Midterm elections tend to be referendums on those in power on Capitol Hill and in the White House. In past midterms, when Congress's job-approval rating was above 40 percent, the majority party lost an average of only five House seats. When the job-approval rating was below 40 percent, the controlling party lost an average of 29 seats.

This October, congressional approval averaged 27 percent, and disapproval averaged 66 percent. At the other end of Pennsylvania Avenue, President Bush's approval rating averaged 38 percent, 1 point below the lowest job-approval rating that President Clinton had in any Gallup Poll during 1994.

Finally, the much-maligned generic congressional ballot test -- which doesn't predict House seat changes but does signal which way the political wind is blowing and how strong it is -- showed Democrats running 10 to 13 points ahead in polls from June to September. The Democrats' edge ballooned to 15 points during October and narrowed to 11 points in the week before the election. (Over the years, this gauge has tended to tilt about 5 points too much in the Democrats' favor.)
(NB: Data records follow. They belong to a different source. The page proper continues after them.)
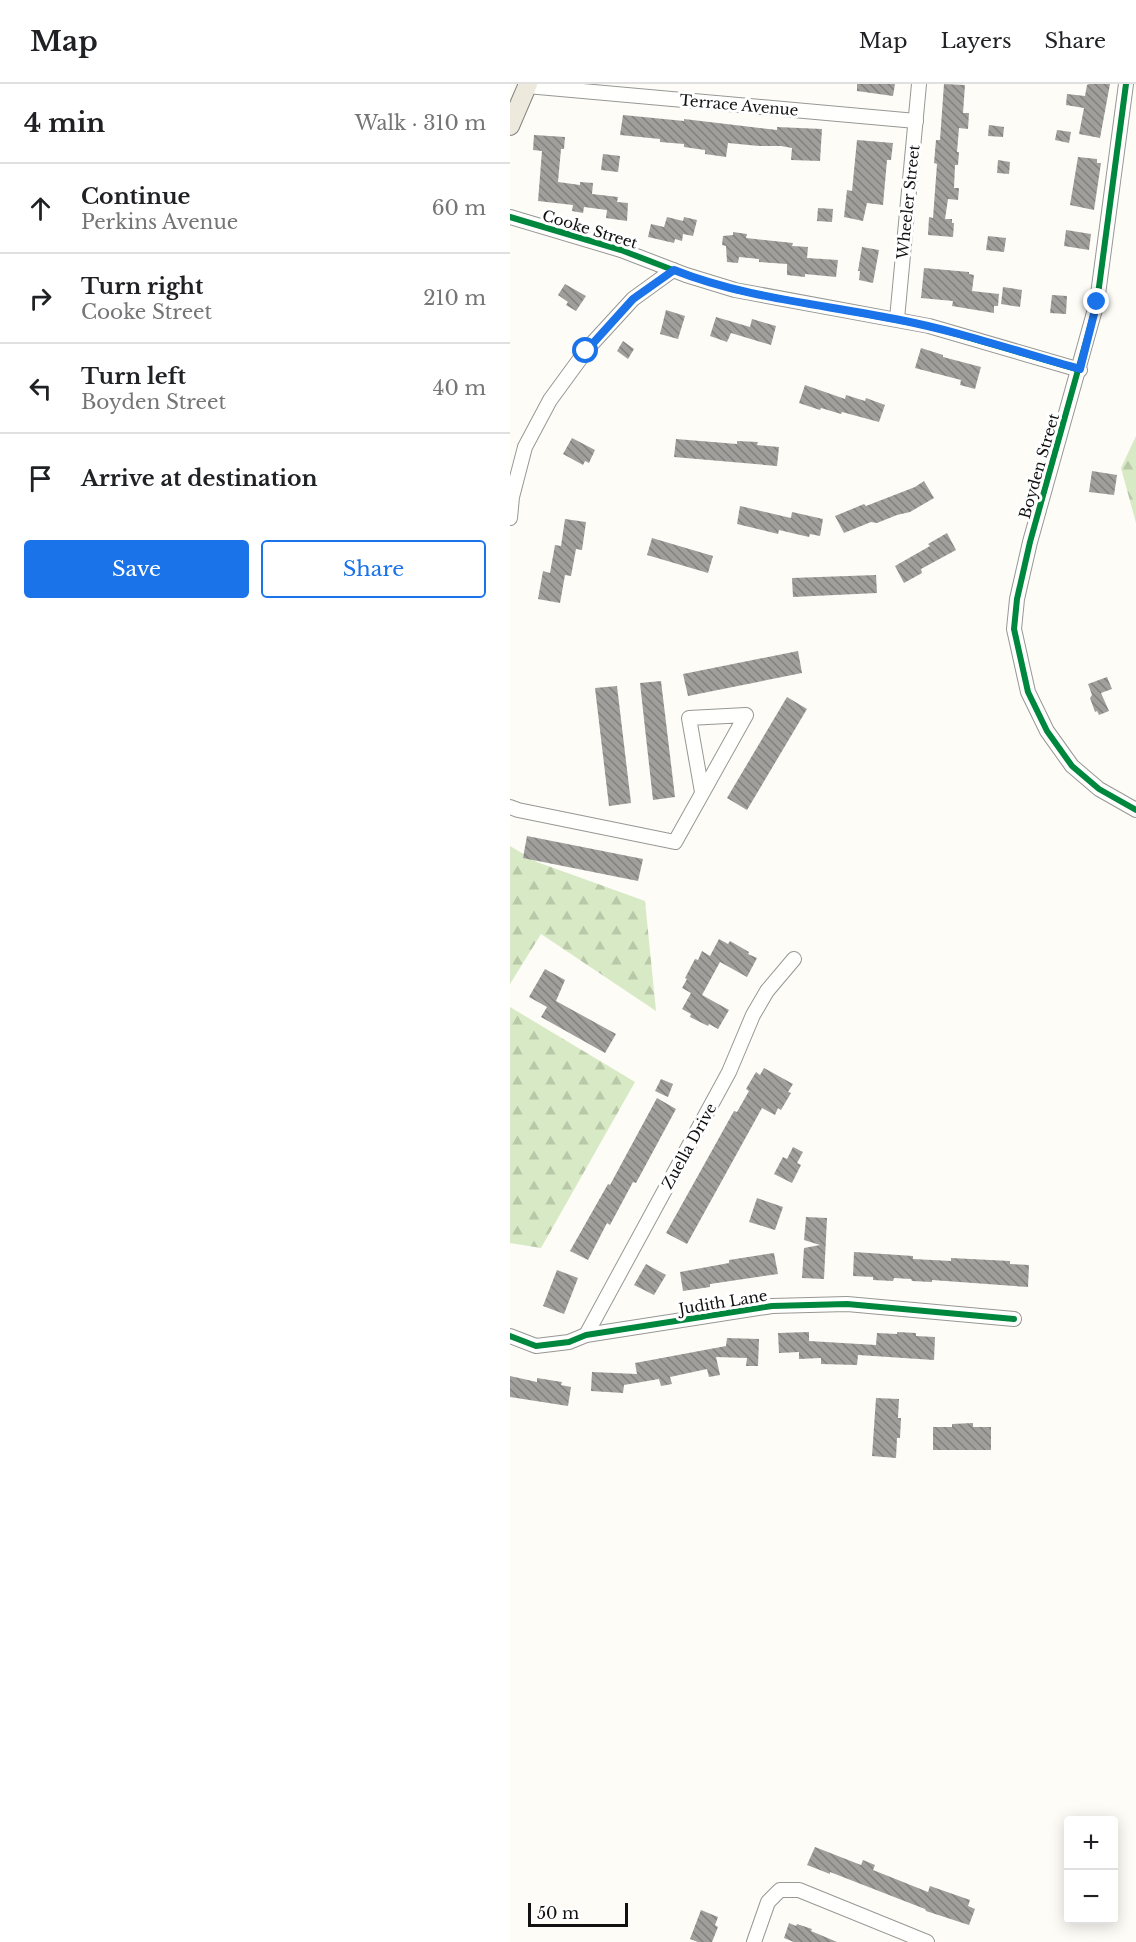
<!DOCTYPE html>
<meta charset="utf-8">
<style>
:root{--surface:#fff;--page:#f6f6f6;--text:#202124;--muted:#757577;--line:#e0e0e0;--accent:#1a73e8}
body{margin:0;font-family:"Libre Baskerville",serif;background:var(--page);color:var(--text)}
.controls{position:absolute;right:18px;bottom:18px;display:grid;overflow:hidden;border-radius:6px;box-shadow:0 3px 15px #0003}
.controls button{width:54px;height:54px;display:grid;place-items:center;padding:0;border:0;border-bottom:2px solid var(--line);background:var(--surface);color:var(--text);font:30px sans-serif}
.scale{position:absolute;left:18px;bottom:15px;width:100px;box-sizing:border-box;padding-left:6px;border:3px solid #111;border-top:0;font-size:16px;line-height:21px;white-space:nowrap;color:#111;-webkit-text-stroke:4px #fff;paint-order:stroke}
.stop{position:absolute;width:18px;height:18px;margin:-14px;border:4px solid #1a73e8;border-radius:50%;background:#fff}
.stop.end{background:#1a73e8;border-color:#fff;box-shadow:0 2px 6px #0008}
.list{margin:0;padding:0;list-style:none}
h2{display:flex;justify-content:space-between;align-items:center;height:78px;margin:0;padding:0 24px;font-size:26px}
h2 small{font-size:20px;font-weight:400;color:var(--muted)}
.list li{display:grid;grid-template-columns:39px 1fr auto;gap:18px;align-items:center;box-sizing:border-box;height:90px;padding:0 24px;border-top:2px solid var(--line)}
.list b{display:block;font-size:22px;white-space:nowrap}
.list p{margin:0;font-size:20px;white-space:nowrap;color:var(--muted)}
.list em{font-size:20px;font-style:normal;color:var(--muted)}
.actions{display:flex;gap:12px;padding:18px 24px}
.actions a{flex:1;padding:14px 0;border:2px solid var(--accent);border-radius:6px;text-align:center;font-size:21px;color:var(--accent)}
.actions .main{background:var(--accent);color:#fff}
.icon{flex:none;width:33px;height:33px;fill:none;stroke:currentColor;stroke-width:2;stroke-linecap:round;stroke-linejoin:round}
.map{position:relative;flex:none;width:626px;height:1858px;overflow:hidden}
header{display:flex;align-items:center;gap:36px;box-sizing:border-box;height:84px;padding:0 30px;background:var(--surface);border-bottom:2px solid var(--line)}
header strong{font-size:28px}
nav{display:flex;gap:33px;margin-inline-start:auto;font-size:21px}
main{display:flex}
aside{flex:1;background:var(--surface)}
.map>svg:first-child{display:block}
</style>
<header>
<strong>Map</strong>
<nav><a>Map</a><a>Layers</a><a>Share</a></nav>
</header>
<main>
<aside>
<h2>4 min<small>Walk · 310 m</small></h2>
<ul class="list">
<li><svg class="icon" aria-label="ahead" viewBox="0 0 24 24"><path d="M12 20V5M6 11l6-6 6 6"/></svg><div><b>Continue</b><p>Perkins Avenue</p></div><em>60 m</em></li>
<li><svg class="icon" aria-label="right" viewBox="0 0 24 24"><path d="M7 20v-9h11M14 6l5 5-5 5"/></svg><div><b>Turn right</b><p>Cooke Street</p></div><em>210 m</em></li>
<li><svg class="icon" aria-label="left" viewBox="0 0 24 24"><path d="M17 20v-9H6M10 6l-5 5 5 5"/></svg><div><b>Turn left</b><p>Boyden Street</p></div><em>40 m</em></li>
<li><svg class="icon" aria-label="arrive" viewBox="0 0 24 24"><path d="M6 21V4h12l-3 4 3 4H6"/></svg><div><b>Arrive at destination</b></div></li>
</ul>
<div class="actions"><a class="main">Save</a><a>Share</a></div>
</aside>
<div class="map">
<svg width="626" height="1858" viewBox="0 0 626 1858">
<defs>
<pattern id="forest-firs" width="22" height="20" patternUnits="userSpaceOnUse" patternTransform="scale(1.5)"><rect width="22" height="20" fill="#d8eac5"/><path d="M5 1l3.5 6h-7zM16 11l3.5 6h-7z" fill="#b8c8a8"/></pattern>
<pattern id="building-back-hatch" width="6" height="6" patternUnits="userSpaceOnUse" patternTransform="scale(1.5)"><rect width="6" height="6" fill="#a19f9c"/><path d="M-1 5l2 2M0 0l6 6M5-1l2 2" fill="none" stroke="#82807e"/></pattern>
</defs>
<rect width="100%" height="100%" fill="#fdfcf7"/>
<!-- forest -->
<g fill="url(#forest-firs)">
<path d="M 626,352 L 626,439 L 611,384 Z"/>
<path d="M 0,762 L 27,778 L 135,817 L 146,927 L 31,850 L 0,900 Z"/>
<path d="M 0,923 L 125,998 L 31,1164 L 0,1159 Z"/>
</g>
<!-- building -->
<g fill="url(#building-back-hatch)">
<path d="M 347,0 L 385,0 L 383,12 L 347,7 Z"/>
<path d="M 434,0 L 455,1 L 453,29 L 459,29 L 458,45 L 449,44 L 447,68 L 449,68 L 448,81 L 445,81 L 444,104 L 449,104 L 448,116 L 438,115 L 435,135 L 442,135 L 442,139 L 444,139 L 443,153 L 418,151 L 419,133 L 423,134 L 427,80 L 424,79 L 426,56 L 430,56 Z"/>
<path d="M 579,0 L 600,0 L 590,54 L 569,50 L 574,24 L 556,21 L 557,10 L 575,12 L 577,1 Z"/>
<path d="M 113,31 L 174,37 L 174,35 L 267,46 L 267,43 L 312,45 L 310,77 L 281,76 L 282,64 L 271,62 L 249,62 L 218,59 L 216,73 L 195,70 L 195,66 L 174,63 L 174,60 L 150,58 L 150,55 L 110,51 Z"/>
<path d="M 479,41 L 494,43 L 493,53 L 478,52 Z"/>
<path d="M 547,46 L 561,48 L 559,59 L 545,56 Z"/>
<path d="M 24,51 L 55,53 L 54,65 L 51,65 L 48,98 L 70,101 L 70,98 L 83,99 L 82,110 L 108,113 L 107,118 L 118,119 L 117,137 L 96,134 L 97,126 L 74,123 L 73,129 L 62,127 L 63,121 L 28,117 L 32,67 L 23,66 Z"/>
<path d="M 347,56 L 383,59 L 381,76 L 377,76 L 373,121 L 357,119 L 353,137 L 334,133 L 337,106 L 342,107 Z"/>
<path d="M 93,70 L 110,72 L 108,88 L 91,86 Z"/>
<path d="M 568,73 L 587,75 L 587,79 L 591,79 L 584,126 L 560,121 Z"/>
<path d="M 488,76 L 500,78 L 499,90 L 487,89 Z"/>
<path d="M 308,124 L 323,125 L 322,138 L 307,137 Z"/>
<path d="M 157,133 L 173,137 L 174,133 L 187,136 L 183,152 L 173,150 L 172,157 L 165,155 L 164,159 L 138,153 L 141,140 L 154,143 Z"/>
<path d="M 556,146 L 581,150 L 579,166 L 554,162 Z"/>
<path d="M 223,148 L 237,150 L 236,154 L 283,159 L 282,162 L 298,163 L 297,174 L 328,176 L 326,193 L 295,190 L 295,193 L 277,191 L 277,180 L 249,178 L 249,175 L 229,173 L 228,179 L 217,178 L 216,162 L 212,161 L 213,152 L 223,151 Z"/>
<path d="M 478,152 L 496,154 L 494,168 L 476,166 Z"/>
<path d="M 352,163 L 369,166 L 363,199 L 349,196 L 350,187 L 348,187 Z"/>
<path d="M 414,184 L 459,188 L 459,190 L 464,191 L 462,207 L 489,210 L 488,222 L 484,222 L 484,229 L 442,222 L 443,217 L 411,214 Z"/>
<path d="M 55,200 L 76,212 L 66,227 L 56,221 L 58,218 L 48,211 Z"/>
<path d="M 493,203 L 512,206 L 510,223 L 491,220 Z"/>
<path d="M 542,211 L 557,212 L 556,230 L 540,229 Z"/>
<path d="M 156,226 L 175,232 L 168,255 L 150,250 Z"/>
<path d="M 206,233 L 240,243 L 242,235 L 266,242 L 261,261 L 221,249 L 217,258 L 200,252 Z"/>
<path d="M 113,257 L 124,265 L 118,275 L 107,267 Z"/>
<path d="M 411,264 L 433,271 L 433,273 L 471,283 L 465,305 L 450,301 L 451,296 L 405,284 Z"/>
<path d="M 295,301 L 335,315 L 336,311 L 355,317 L 356,314 L 375,321 L 369,338 L 332,328 L 331,330 L 311,324 L 310,326 L 289,319 Z"/>
<path d="M 62,354 L 85,366 L 79,379 L 75,377 L 73,381 L 53,370 Z"/>
<path d="M 166,355 L 227,360 L 227,357 L 248,358 L 247,361 L 269,363 L 267,382 L 164,373 Z"/>
<path d="M 582,387 L 607,391 L 604,411 L 579,408 Z"/>
<path d="M 414,397 L 424,414 L 400,428 L 387,431 L 367,439 L 361,438 L 334,449 L 325,432 L 342,425 L 354,420 L 356,422 L 405,403 Z"/>
<path d="M 230,422 L 281,434 L 282,428 L 313,435 L 310,452 L 300,450 L 299,453 L 269,446 L 268,450 L 227,440 Z"/>
<path d="M 55,435 L 76,438 L 72,466 L 66,465 L 61,492 L 55,491 L 50,519 L 28,515 L 33,487 L 40,489 L 45,461 L 51,462 Z"/>
<path d="M 437,449 L 446,466 L 411,485 L 412,489 L 394,499 L 385,482 L 420,462 L 418,460 Z"/>
<path d="M 142,454 L 203,472 L 198,489 L 137,471 Z"/>
<path d="M 366,491 L 367,509 L 283,513 L 282,494 Z"/>
<path d="M 288,567 L 292,589 L 178,612 L 173,590 Z"/>
<path d="M 597,593 L 602,605 L 591,609 L 599,627 L 589,631 L 587,627 L 585,628 L 580,614 L 582,611 L 578,600 Z"/>
<path d="M 151,597 L 165,713 L 143,716 L 130,599 Z"/>
<path d="M 107,602 L 121,719 L 99,722 L 85,604 Z"/>
<path d="M 277,613 L 297,625 L 237,726 L 217,714 Z"/>
<path d="M 17,752 L 133,775 L 128,797 L 13,774 Z"/>
<path d="M 209,855 L 218,860 L 220,857 L 239,868 L 238,870 L 247,874 L 237,893 L 210,878 L 192,911 L 219,926 L 208,945 L 199,940 L 198,942 L 180,933 L 181,930 L 172,925 L 181,909 L 172,904 L 177,895 L 175,894 L 185,875 L 188,876 L 192,867 L 200,872 Z"/>
<path d="M 35,885 L 55,896 L 46,917 L 106,950 L 95,969 L 31,933 L 37,923 L 19,913 Z"/>
<path d="M 254,984 L 283,1000 L 278,1008 L 281,1009 L 271,1026 L 268,1024 L 265,1031 L 252,1024 L 177,1160 L 156,1149 L 224,1027 L 227,1028 L 239,1007 L 236,1005 L 246,988 L 250,991 Z"/>
<path d="M 151,995 L 163,1000 L 158,1013 L 145,1007 Z"/>
<path d="M 147,1014 L 166,1025 L 126,1099 L 123,1098 L 100,1141 L 97,1139 L 78,1176 L 60,1167 L 98,1100 L 100,1101 Z"/>
<path d="M 283,1063 L 293,1068 L 287,1079 L 291,1081 L 282,1099 L 264,1090 L 273,1073 L 277,1075 Z"/>
<path d="M 247,1114 L 273,1123 L 265,1146 L 239,1138 Z"/>
<path d="M 296,1133 L 317,1134 L 314,1195 L 292,1194 L 294,1164 L 310,1161 L 294,1156 Z"/>
<path d="M 344,1168 L 403,1172 L 403,1175 L 441,1177 L 441,1174 L 500,1177 L 500,1180 L 519,1181 L 518,1203 L 422,1196 L 422,1198 L 402,1197 L 401,1195 L 384,1194 L 383,1197 L 363,1196 L 363,1193 L 343,1192 Z"/>
<path d="M 264,1169 L 268,1190 L 200,1200 L 200,1203 L 173,1207 L 170,1188 L 219,1179 L 219,1176 Z"/>
<path d="M 136,1180 L 156,1191 L 144,1211 L 124,1201 Z"/>
<path d="M 47,1186 L 68,1194 L 54,1230 L 33,1222 Z"/>
<path d="M 299,1248 L 299,1257 L 366,1261 L 367,1249 L 387,1250 L 387,1248 L 406,1249 L 406,1252 L 425,1253 L 424,1276 L 348,1271 L 347,1281 L 311,1280 L 311,1274 L 289,1275 L 289,1268 L 269,1269 L 268,1249 Z"/>
<path d="M 217,1254 L 249,1255 L 248,1282 L 236,1282 L 237,1274 L 206,1273 L 210,1291 L 199,1293 L 197,1285 L 160,1293 L 162,1300 L 151,1302 L 149,1295 L 114,1301 L 113,1309 L 81,1307 L 82,1288 L 127,1290 L 125,1279 L 216,1262 Z"/>
<path d="M 0,1292 L 27,1298 L 27,1294 L 52,1298 L 51,1301 L 61,1303 L 58,1322 L 0,1313 Z"/>
<path d="M 366,1314 L 389,1315 L 388,1334 L 391,1334 L 390,1354 L 387,1354 L 386,1374 L 362,1372 Z"/>
<path d="M 463,1339 L 463,1343 L 481,1343 L 481,1366 L 423,1366 L 423,1343 L 442,1343 L 442,1340 Z"/>
<path d="M 305,1763 L 351,1781 L 353,1776 L 365,1781 L 363,1786 L 418,1808 L 420,1802 L 460,1816 L 458,1822 L 465,1825 L 459,1841 L 416,1827 L 415,1825 L 320,1788 L 320,1790 L 297,1781 Z"/>
<path d="M 191,1826 L 208,1833 L 205,1841 L 208,1843 L 202,1858 L 188,1858 L 180,1855 Z"/>
<path d="M 279,1839 L 286,1842 L 287,1840 L 302,1845 L 301,1847 L 327,1858 L 284,1858 L 274,1854 Z"/>
</g>
<g fill="none" stroke-linecap="round" stroke-linejoin="round">
<!-- minor casing -->
<g stroke="#979795" stroke-width="16">
<g id="minor">
<path d="M 616,0 L 587,218 L 520,458 L 507,515 L 504,545 L 518,608 L 537,647 L 562,682 L 589,705 L 626,726"/>
<path d="M 17,2 L 406,37"/>
<path d="M 0,133 L 111,166 L 176,191 L 225,206 L 419,242 L 570,286"/>
<path d="M 387,235 L 409,0"/>
<path d="M 0,434 L 2,413 L 15,363 L 40,316 L 78,264 L 123,215 L 163,186"/>
<path d="M 0,723 L 8,726 L 165,758 L 236,631 L 179,634 L 192,708"/>
<path d="M 76,1251 L 219,988 L 243,931 L 257,907 L 284,875"/>
<path d="M 0,1252 L 26,1262 L 59,1258 L 76,1251 L 262,1222 L 337,1220 L 504,1235"/>
<path d="M 244,1858 L 258,1818 L 270,1806 L 289,1806 L 417,1858"/>
</g>
</g>
<!-- major casing -->
<g stroke="#858482" stroke-width="20">
<path id="major" d="M 0,42 L 18,0"/>
</g>
<!-- minor -->
<use href="#minor" stroke="#fffffe" stroke-width="14"/>
<!-- major -->
<use href="#major" stroke="#ede9dc" stroke-width="18"/>
<!-- cycleway casing -->
<g stroke="#fff" stroke-width="10">
<g id="cycleway">
<path d="M 616,0 L 587,218 L 520,458 L 507,515 L 504,545 L 518,608 L 537,647 L 562,682 L 589,705 L 626,726"/>
<path d="M 0,133 L 111,166 L 176,191 L 225,206 L 419,242 L 570,286"/>
<path d="M 0,1252 L 26,1262 L 59,1258 L 76,1251 L 262,1222 L 337,1220 L 504,1235"/>
</g>
</g>
<!-- cycleway -->
<use href="#cycleway" stroke="#00873e" stroke-width="6"/>
</g>
<g fill="none" stroke-linecap="round" stroke-linejoin="round">
<!-- route -->
<path stroke="#1a73e8" stroke-width="8" d="M 76,267 L 123,215 L 164,186 C 234,214 311,220 385,235 C 448,247 509,268 570,285 L 587,218"/>
</g>
<g text-anchor="middle" dominant-baseline="central" stroke-width="6" stroke-linejoin="round" paint-order="stroke">
<!-- street labels -->
<g font-size="15" fill="#111" stroke="#fff">
<text transform="translate(229 21) rotate(5)">Terrace Avenue</text>
<text transform="translate(398 118) rotate(-84)">Wheeler Street</text>
<text transform="translate(80 145) rotate(17)">Cooke Street</text>
<text transform="translate(529 382) rotate(-74)">Boyden Street</text>
<text transform="translate(179 1062) rotate(-61)">Zuella Drive</text>
<text transform="translate(213 1218) rotate(-9)">Judith Lane</text>
</g>
</g>
</svg>
<div class="controls">
<button>+</button>
<button>−</button>
</div>
<div class="scale">50 m</div>
<div class="stop" style="left:76px;top:267px"></div>
<div class="stop end" style="left:587px;top:218px"></div>
</div>
</main>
So when the national popular vote, according to figures compiled by Rhodes Cook for the Pew Research Center, went 52 percent for Democrats, 46 percent for Republicans, and 2 percent for others, no one should have been shocked.

Do the math: An 11-point Democratic lead on the generic ballot test, minus 5 points for the gauge's Democratic skew, translated into a 6-point Democratic victory. When the 6-point Democratic popular vote win is measured against the GOP's 5-point win in 2002 and its 3-point win in 2004, it clearly constituted a wave. And the wave didn't stop on Capitol Hill: The Democratic advantage over Republicans in state legislatures went from 15 seats (3,650 versus 3,635) to 662 seats (3,985 versus 3,323), with gains in every region.

And what about House seats? Republicans appear to have lost 26 of the 43 GOP-held seats that The Cook Political Report had rated either as "lean Democratic" or as toss-ups. Furthermore, Republicans lost three of the 26 GOP-held seats that The Cook Report had rated "lean Republican" or "likely Republican."

But before the Democratic wave actually hit, some Republicans insisted that "Karl is a genius -- he's not going to let it happen," that the GOP financial advantage (the smallest in 20 years) would pull them through, or that their party's vaunted 72-Hour Program would ensure enough votes for victory. Now we hear things like, "Well this was the historical average," or the loss doesn't mean much because "the close races just broke Democratic."

Those rationales ignore the fact that Republicans won or are running ahead in seven of the 11 House races being determined by 1 percentage point or less and that they won 34 of the 66 House races in which the winner got less than 55 percent of the vote. Another excuse offered is that scandals created the Democratic success. But GOP misbehavior handed only a few races to the Democrats.